Guardoni
Dalla poltrona in fondo
Raccontato da Stefano, 44 anni · Roma sud
Ne avevamo parlato per due anni, sempre come si parla delle cose che non si faranno. Poi una domenica mattina, con il caffè in mano, mia moglie ha detto una frase che non era un'ipotesi: «Voglio che tu mi guardi. Solo guardare».
Ci siamo preparati come si prepara un viaggio. Le regole le ha scritte lei sul telefono, sul serio, un elenco. Cosa potevo fare io: guardare, parlare, dire basta. Cosa non potevo fare: alzarmi, toccare, decidere.
Il posto l'abbiamo scelto perché ci sembrava serio. Cancello, parcheggio che non si vede dalla strada, telefoni consegnati all'ingresso, gente che a mezzanotte era vestita meglio di noi. La prima volta siamo stati solo al bar. La seconda volta abbiamo conosciuto lui.
Un uomo tranquillo, sui cinquanta, di quelli che ascoltano fino alla fine delle frasi. Ha fatto una cosa che mi ha convinto più di qualsiasi altra: ha parlato con me quanto con lei. Ha chiesto a me se stavo bene, tre volte, prima ancora di salire.
La camera aveva una poltrona in fondo, contro la parete, a due metri e mezzo dal letto. Mia moglie mi ha indicato quella. Mi sono seduto con il bicchiere in mano che non ho bevuto per un'ora.

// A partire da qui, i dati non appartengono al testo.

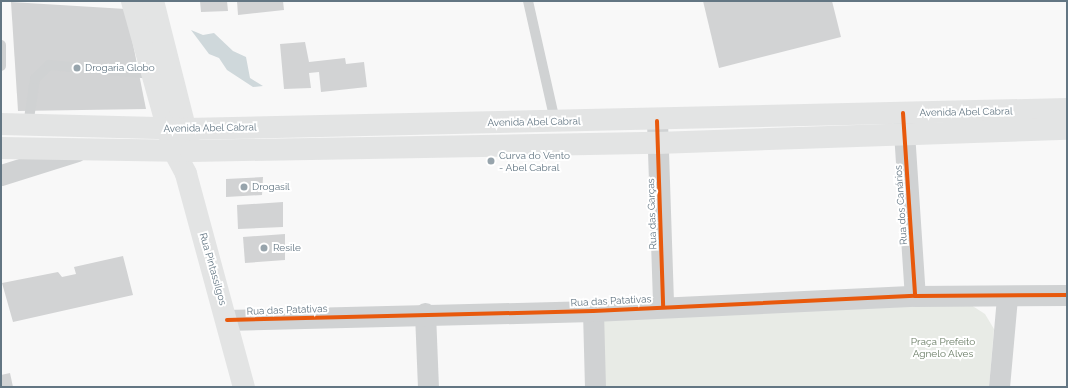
<!DOCTYPE html>
<meta charset="utf-8">
<style>
body{margin:0}
#map{position:relative;width:1068px;height:388px;overflow:hidden;background:#f8f8f8;font-family:Raleway,sans-serif}
div>[style]{position:absolute}
.green>*{inset:0;background:#e8ebe6}
.water>*{inset:0;background:#cfd8db}
.building>*{inset:0;background:#d2d3d4}
.service>*{height:10px;margin:-5px;padding:0 5px;transform-origin:5px;border-radius:5px;background:#d0d2d3}
.minor>*{height:21px;margin:-10.5px;padding:0 10.5px;transform-origin:10.5px;border-radius:10.5px;background:#d0d2d3}
.secondary>*{height:22px;margin:-11px;padding:0 11px;transform-origin:11px;border-radius:11px;background:#e3e4e4}
.cycleway>*{height:4px;margin:-2px;padding:0 2px;transform-origin:2px;border-radius:2px;background:#e8590c}
.dots>*{width:11px;height:11px;translate:-50% -50%;box-sizing:border-box;border:2px solid #fff;border-radius:50%}
span{translate:-50% -50%;white-space:nowrap;text-align:center;line-height:1.15;-webkit-text-stroke:4px #fff;paint-order:stroke}
.poi-label{font-size:10px;color:#637683}
.left{translate:0 -50%;text-align:left}
.street-label{font-size:10px;color:#637683}
.park-label{font-size:10px;color:#677a62}
.frame{position:absolute;inset:0;border:2px solid #637683;pointer-events:none}
</style>
<div id="map">
<div class="green">
<i style="clip-path:polygon(971px 305px,985px 314px,994px 329px,989px 387px,605px 387px,602px 315px)"></i>
</div>
<div class="water">
<i style="clip-path:polygon(191px 30px,203px 35px,214px 33px,233px 51px,246px 57px,250px 78px,263px 86px,253px 87px,227px 70px,219px 58px,209px 54px)"></i>
</div>
<div class="building">
<i style="clip-path:polygon(200px 1px,227px 1px,228px 11px,201px 12px)"></i>
<i style="clip-path:polygon(237px 1px,283px 1px,284px 10px,238px 15px)"></i>
<i style="clip-path:polygon(703px 1px,832px 1px,841px 37px,719px 68px)"></i>
<i style="clip-path:polygon(11px 2px,126px 9px,146px 109px,18px 111px)"></i>
<i style="clip-path:polygon(305px 42px,309px 62px,345px 58px,346px 64px,364px 62px,367px 87px,321px 92px,319px 72px,309px 73px,311px 88px,284px 89px,280px 44px)"></i>
<i style="clip-path:polygon(263px 177px,262px 195px,226px 197px,226px 179px)"></i>
<i style="clip-path:polygon(283px 202px,283px 227px,238px 229px,237px 205px)"></i>
<i style="clip-path:polygon(285px 234px,285px 260px,245px 263px,243px 237px)"></i>
<i style="clip-path:polygon(123px 256px,133px 295px,13px 322px,2px 283px,58px 272px,62px 277px,76px 274px,74px 267px)"></i>
<i style="clip-path:polygon(10px 373px,13px 387px,1px 387px,1px 375px)"></i>
</div>
<div class="service">
<i style="left:528px;top:1px;width:123px;rotate:77.3deg"></i>
<i style="left:1px;top:45px;width:21px;rotate:90deg"></i>
<i style="left:28px;top:125px;width:47px;rotate:-81.3deg"></i>
<i style="left:35px;top:79px;width:20px;rotate:-45deg"></i>
<i style="left:49px;top:65px;width:102px;rotate:5deg"></i>
</div>
<div class="minor">
<i style="left:903px;top:117px;width:179px;rotate:86.2deg"></i>
<i style="left:657px;top:121px;width:185px;rotate:88.1deg"></i>
<i style="left:1px;top:175px;width:80px;rotate:-17.5deg"></i>
<i style="left:593px;top:311px;width:76px;rotate:88.5deg"></i>
<i style="left:425px;top:313px;width:74px;rotate:87.7deg"></i>
<i style="left:227px;top:320px;width:366px;rotate:-1.4deg"></i>
<i style="left:593px;top:311px;width:322px;rotate:-2.7deg"></i>
<i style="left:915px;top:296px;width:152px;rotate:-0.4deg"></i>
<i style="left:999px;top:387px;width:89px;rotate:-84.9deg"></i>
</div>
<div class="secondary">
<i style="left:132px;top:1px;width:156px;rotate:74.4deg"></i>
<i style="left:174px;top:151px;width:26px;rotate:62deg"></i>
<i style="left:186px;top:174px;width:221px;rotate:74.8deg"></i>
<i style="left:153px;top:1px;width:146px;rotate:75.8deg"></i>
<i style="left:1px;top:124px;width:185px;rotate:1.5deg"></i>
<i style="left:186px;top:129px;width:881px;rotate:-1.3deg"></i>
<i style="left:1px;top:148px;width:190px;rotate:0.9deg"></i>
<i style="left:191px;top:151px;width:466px;rotate:-1deg"></i>
<i style="left:657px;top:143px;width:410px;rotate:-2deg"></i>
</div>
<div class="cycleway">
<i style="left:903px;top:113px;width:183px;rotate:86.2deg"></i>
<i style="left:657px;top:121px;width:185px;rotate:88.1deg"></i>
<i style="left:227px;top:320px;width:366px;rotate:-1.4deg"></i>
<i style="left:593px;top:311px;width:322px;rotate:-2.7deg"></i>
<i style="left:915px;top:296px;width:152px;rotate:-0.4deg"></i>
</div>
<div class="dots">
<i style="left:77px;top:68px;background:#97a4ac"></i>
<i style="left:491px;top:161px;background:#97a4ac"></i>
<i style="left:244px;top:187px;background:#97a4ac"></i>
<i style="left:264px;top:248px;background:#97a4ac"></i>
</div>
<div class="poi-label">
<span class="left" style="left:85px;top:68px">Drogaria Globo</span>
<span class="left" style="left:499px;top:161px">Curva do Vento<br>- Abel Cabral</span>
<span class="left" style="left:252px;top:187px">Drogasil</span>
<span class="left" style="left:273px;top:248px">Resile</span>
</div>
<div class="street-label">
<span style="left:966px;top:112px;rotate:-1deg">Avenida Abel Cabral</span>
<span style="left:534px;top:122px;rotate:-1deg">Avenida Abel Cabral</span>
<span style="left:210px;top:128px;rotate:-1deg">Avenida Abel Cabral</span>
<span style="left:901px;top:205px;rotate:-94deg">Rua dos Canários</span>
<span style="left:652px;top:214px;rotate:-92deg">Rua das Garças</span>
<span style="left:213px;top:269px;rotate:74deg">Rua Pintassilgos</span>
<span style="left:611px;top:301px;rotate:-3deg">Rua das Patativas</span>
<span style="left:287px;top:310px;rotate:-2deg">Rua das Patativas</span>
</div>
<div class="park-label">
<span style="left:943px;top:347px">Praça Prefeito<br>Agnelo Alves</span>
</div>
<div class="frame"></div>
</div>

Ha iniziato lentissimo. Le ha slacciato la collana, non il vestito: la collana. L'ha appoggiata sul mobile e il rumore del metallo sul legno me lo ricordo come se fosse adesso. Poi le ha spostato i capelli da un lato e l'ha baciata sul collo, e ho visto le sue spalle abbassarsi di due centimetri.
La prima cosa che ho sentito è stata gelosia, per venti secondi netti, come un'onda. Poi è passata e sotto c'era un'altra cosa completamente diversa: la vedevo. Vedevo mia moglie come non l'avevo mai vista in quindici anni, da fuori, la sua bocca che si apriva, il modo in cui il suo respiro cambiava di ritmo prima che le mani arrivassero dove stavano andando.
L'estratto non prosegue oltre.